A major uprising occurred in Tanganyika, which was put down with customary German precision, but at great cost in human lives. Other uprisings took place in another large German colonial holding in South West Africa, which were suppressed ruthlessly as well. Following the uprising in Tanganyika called the “Maji Maji Rebellion” (1905–1908), in which approximately 120,000 Africans were reported to have lost their lives, the Germans decided to introduce some reforms under a colonial policy they called “scientific colonialism.” This fancy term referred to a policy that called for the setting up of a special colonial office in the German chancellor’s office and promoting the idea that German colonization could be made acceptable to the Africans if German colonial administrators convinced the African people that they had something to gain from German colonization.
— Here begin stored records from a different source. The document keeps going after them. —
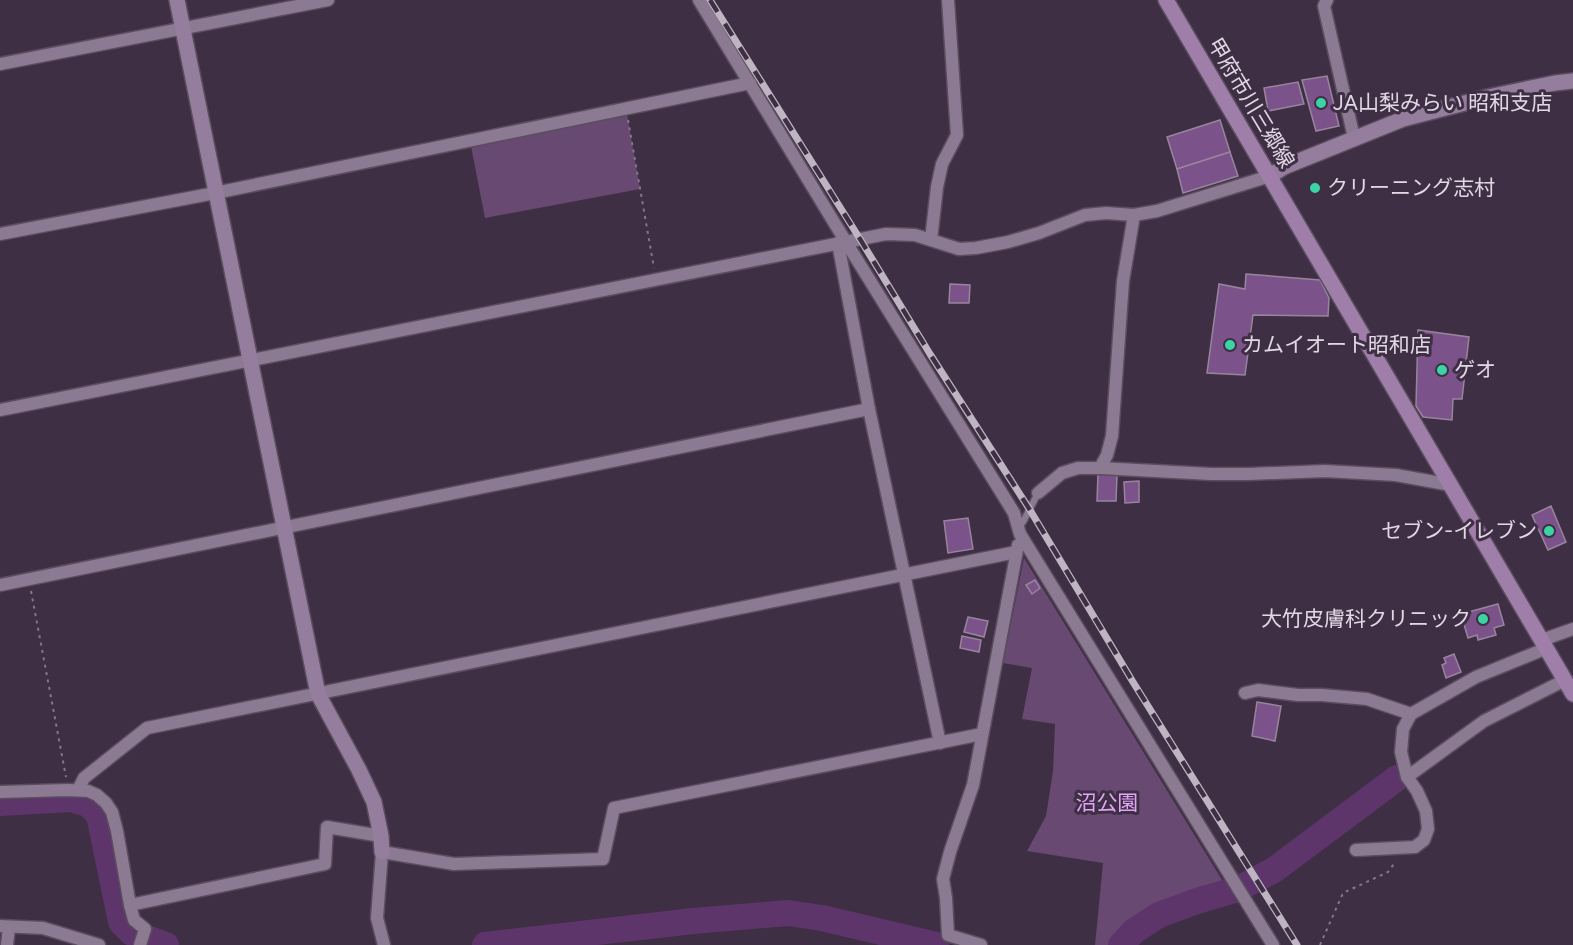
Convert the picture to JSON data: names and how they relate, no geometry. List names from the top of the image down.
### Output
{
  "streets": {
    "main road": ["甲府市川三郷線"]
  },
  "parks": ["沼公園"],
  "places": [
    "JA山梨みらい 昭和支店",
    "クリーニング志村",
    "カムイオート昭和店",
    "ゲオ",
    "セブン-イレブン",
    "大竹皮膚科クリニック"
  ]
}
To this end, the German government undertook several capital projects such as road and railroad building and trading centers

Colonial rule: did the Africans benefit? As to whether colonization hurt or helped the African people is a subject both Africans and Europeans have very strong feelings about. It is an issue that will continue to engage the intellectual passions of scholars and may never be resolved fully. Much of the foregoing discussion on colonization focused on the negative side of the ledger. Let us summarize these points and then note in conclusion some of the positive contributions that colonization made to Africa. On the negative side, the following points are salient and worth noting. There was massive exploitation of Africa in terms of resource depletion, labor exploitation, unfair taxation, lack of industrialization, the prohibition of inter-African trade, and the introduction of fragile dependent one-crop or one-mineral economies. The exacerbation of ethnic rivalries, which the British, especially, through the implementation of the colonial policy of “indirect rule,” exploited in furthering colonial control, has continued to echo in post-independence conflicts in Africa. The alienation and undermining of traditional African authority patterns through the use of chiefs for colonial duties made the task of nation-building much more difficult. The creation of artificial boundaries has been the basis of much suffering in African states as political conflicts have flared up from time to time on account of territorial claims and counterclaims.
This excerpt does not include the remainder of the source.